**Task prompt**: Among the lines below, copy each one in which "above" appears.

**Supplied material**:
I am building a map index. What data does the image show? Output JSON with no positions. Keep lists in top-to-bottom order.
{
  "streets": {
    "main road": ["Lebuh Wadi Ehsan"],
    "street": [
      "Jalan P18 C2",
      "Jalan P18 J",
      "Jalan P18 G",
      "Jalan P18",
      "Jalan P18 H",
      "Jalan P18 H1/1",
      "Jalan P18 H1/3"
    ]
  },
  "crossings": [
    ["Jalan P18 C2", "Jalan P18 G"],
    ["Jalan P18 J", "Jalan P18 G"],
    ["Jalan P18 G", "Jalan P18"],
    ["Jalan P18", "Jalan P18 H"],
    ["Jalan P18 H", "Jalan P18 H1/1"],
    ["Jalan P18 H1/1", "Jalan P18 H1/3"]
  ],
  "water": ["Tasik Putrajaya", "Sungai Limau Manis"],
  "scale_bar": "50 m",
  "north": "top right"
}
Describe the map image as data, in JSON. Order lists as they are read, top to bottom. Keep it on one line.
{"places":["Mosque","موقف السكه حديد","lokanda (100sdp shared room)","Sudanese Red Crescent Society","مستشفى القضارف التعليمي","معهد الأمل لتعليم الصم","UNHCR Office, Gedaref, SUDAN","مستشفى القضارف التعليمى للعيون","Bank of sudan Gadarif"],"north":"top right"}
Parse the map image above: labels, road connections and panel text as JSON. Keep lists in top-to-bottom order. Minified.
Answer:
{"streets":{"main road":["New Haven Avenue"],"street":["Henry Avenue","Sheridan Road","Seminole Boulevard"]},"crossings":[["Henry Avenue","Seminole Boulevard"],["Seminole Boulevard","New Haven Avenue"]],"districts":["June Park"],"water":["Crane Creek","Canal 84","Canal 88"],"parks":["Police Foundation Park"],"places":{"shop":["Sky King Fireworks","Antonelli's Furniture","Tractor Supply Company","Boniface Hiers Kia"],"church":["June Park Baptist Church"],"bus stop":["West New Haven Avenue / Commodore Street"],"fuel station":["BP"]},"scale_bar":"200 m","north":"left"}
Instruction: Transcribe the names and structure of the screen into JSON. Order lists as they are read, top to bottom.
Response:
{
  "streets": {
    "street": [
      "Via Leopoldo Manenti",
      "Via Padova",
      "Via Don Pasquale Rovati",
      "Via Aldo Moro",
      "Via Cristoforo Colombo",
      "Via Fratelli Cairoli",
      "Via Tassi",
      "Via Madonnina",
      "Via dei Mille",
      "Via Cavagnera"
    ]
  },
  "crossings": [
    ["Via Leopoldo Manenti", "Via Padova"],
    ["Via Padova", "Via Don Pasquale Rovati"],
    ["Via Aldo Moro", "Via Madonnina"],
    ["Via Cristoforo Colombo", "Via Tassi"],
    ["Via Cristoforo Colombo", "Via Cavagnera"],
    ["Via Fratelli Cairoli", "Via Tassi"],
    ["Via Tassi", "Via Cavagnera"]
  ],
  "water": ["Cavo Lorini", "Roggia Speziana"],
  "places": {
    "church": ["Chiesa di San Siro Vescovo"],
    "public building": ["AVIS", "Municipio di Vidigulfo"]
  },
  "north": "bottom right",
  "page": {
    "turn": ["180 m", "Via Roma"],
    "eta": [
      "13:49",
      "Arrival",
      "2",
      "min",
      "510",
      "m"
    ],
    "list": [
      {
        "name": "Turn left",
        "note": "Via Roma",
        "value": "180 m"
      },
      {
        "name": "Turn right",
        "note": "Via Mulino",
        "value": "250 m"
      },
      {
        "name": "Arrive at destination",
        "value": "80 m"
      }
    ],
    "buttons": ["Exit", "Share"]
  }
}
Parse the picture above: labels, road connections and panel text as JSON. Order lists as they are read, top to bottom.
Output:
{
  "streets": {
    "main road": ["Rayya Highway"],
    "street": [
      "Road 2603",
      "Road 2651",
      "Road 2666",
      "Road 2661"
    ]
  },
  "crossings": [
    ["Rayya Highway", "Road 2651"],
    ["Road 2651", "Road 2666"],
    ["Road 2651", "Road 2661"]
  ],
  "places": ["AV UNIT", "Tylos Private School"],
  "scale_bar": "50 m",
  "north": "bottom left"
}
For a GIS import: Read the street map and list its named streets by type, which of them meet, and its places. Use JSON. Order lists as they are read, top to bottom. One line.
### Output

**Your solution**:
Parse the map image above: labels, road connections and panel text as JSON. Keep lists in top-to-bottom order. Minified.
Parse the picture above: labels, road connections and panel text as JSON. Order lists as they are read, top to bottom.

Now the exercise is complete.